Yoksa kayıtsız kalarak önemsiz olduğumu mu söylemek istediler? Şu var ki, kimse kazanacağı bir savaştan kaçmaz. İnsan yeneceği kişinin önemli olup olmadığına bakmaz.

Açıkçası bu iddiadan dolayı bütün eleştirmenler benimle alay edeceklerine, ben onlarla alay etmiş gibi oldum. Bu da ülkede eleştirinin bittiğini, benim aslında bir romancı olmasam da iyi bir komedi yazarı olduğumu gösteriyor. Çünkü hakarete uğrayan birinin, kendisine hakaret edene ün kazandırmamak için bu hakareti sineye çekmesine ancak vodvillerde rastlanır.

Şimdi bu garip durumun ortaya çıkardığı gerçeklere bakalım.

Alelade birinin kalkıp kendini ülkenin en büyük yazarı ilan etmesi deliliğini gösterir muhakkak.

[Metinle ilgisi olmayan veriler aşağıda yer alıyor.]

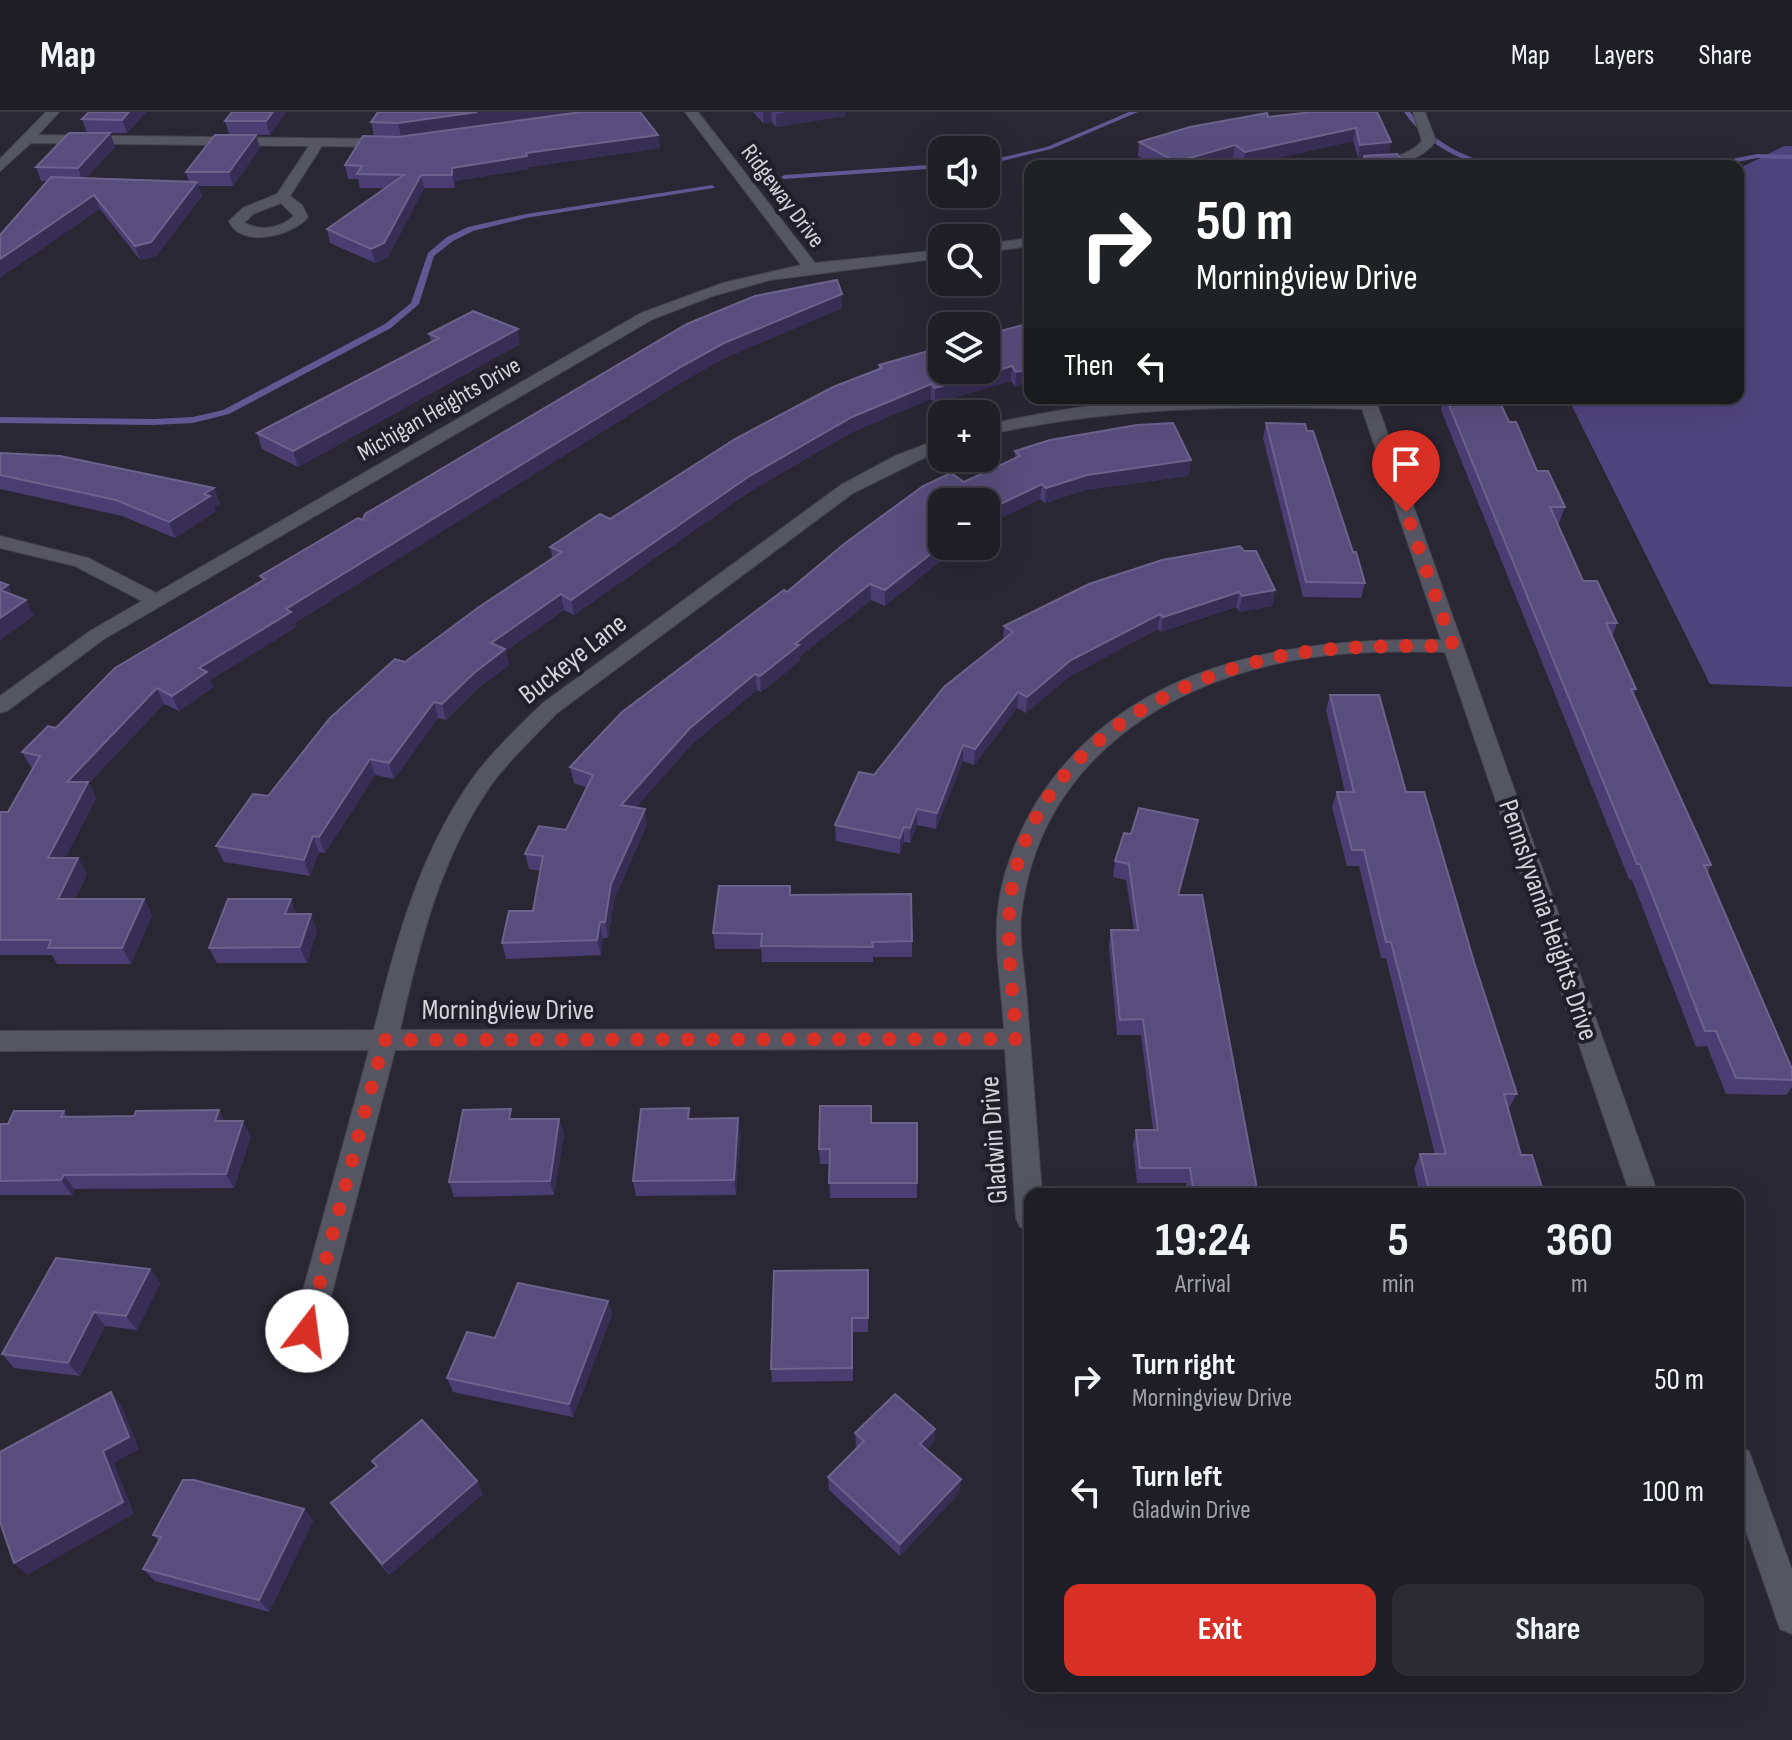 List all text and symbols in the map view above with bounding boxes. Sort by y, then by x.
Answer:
text: Map [40,33,96,78]
text: Map [1511,39,1550,72]
text: Layers [1594,39,1654,72]
text: Share [1698,39,1752,72]
map controls [928,136,1000,560]
button: sound [928,136,1000,208]
street label: Ridgeway Drive [735,139,831,253]
text: 50 m [1196,189,1293,256]
icon: right [1064,192,1168,296]
button: search [928,224,1000,296]
text: Morningview Drive [1196,257,1418,300]
button: layers [928,312,1000,384]
icon: left [1130,344,1174,388]
text: Then [1064,348,1114,384]
street label: Michigan Heights Drive [352,351,526,467]
button: + [928,400,1000,472]
pin [1372,430,1440,512]
icon: arrive [1384,442,1428,486]
button: − [928,488,1000,560]
street label: Buckeye Lane [513,607,633,711]
street label: Pennslyvania Heights Drive [1491,795,1605,1045]
street label: Morningview Drive [422,994,594,1027]
street label: Gladwin Drive [973,1075,1015,1205]
text: 19:24 [1155,1212,1251,1269]
text: 5 [1388,1212,1409,1269]
text: 360 [1546,1212,1613,1269]
text: Arrival [1175,1269,1231,1300]
text: min [1382,1269,1415,1300]
text: m [1571,1269,1588,1300]
position arrow [265,1289,349,1373]
text: Turn right [1132,1347,1235,1383]
icon: right [1064,1358,1108,1402]
text: 50 m [1655,1362,1704,1398]
text: Morningview Drive [1132,1383,1292,1414]
text: Turn left [1132,1459,1222,1495]
icon: left [1064,1470,1108,1514]
text: 100 m [1643,1474,1704,1510]
text: Gladwin Drive [1132,1495,1251,1526]
button: Exit [1064,1584,1376,1676]
button: Share [1392,1584,1704,1676]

Ama diğer yazarların buna sessiz kalması onların özgüven eksikliğini gösterir ki, bu çok daha kötü bir şeydir. Demek ki, kimse yeteneğinden emin değil ve bu özgüven noksanlığı, alçakgönüllülük laflarıyla kamufle edilmeye çalışılıyor. Acaba değerli yazarlarımız bu alçakgönüllülük silahıyla kendi kendilerini vurduklarının farkında değil mi? Çünkü onlar tevazu gösterdiklerinden en yeteneksiz yazarlar en tepeye oturtuluyor.

İşte bunu gördüğüm için, madem bu değerli yazarlar, sırf yayınevleri para kazansın diye vasat yazarlarca geçilmelerine ses çıkarmıyorlar, bana da ses çıkarmazlar diye düşündüm. Bu düşüncemde haklı da çıktım. Ama söyleyin Allah aşkına, o değerli yazarlar bana kızsalardı, sanki haklı mı olurlardı?

Kendini birinci ilan etmek değil, edebiyatın alınıp satıldığı bu piyasada kötü kitapların iyi gibi gösterilmesine rıza göstermek, yeteneksiz yazarların parlatılmasına susmak, ülkenin Amerikan edebiyatının bir çöplüğü haline getirilmesine ses çıkarmamak, asıl ayıp olan şey işte budur. Nitekim böyle düşündüğüm için o değerli yazarlar arasında bana bir yer olmadığını biliyorum. Bir sessizlik duvarı ardında hapsedilmiş gibiyim ve bu duvar her geçen gün daha da yükseltiliyor. Hatta bu duvar yıkılmasın diye, işte hak ettiğim halde bana hakaret bile edilmiyor.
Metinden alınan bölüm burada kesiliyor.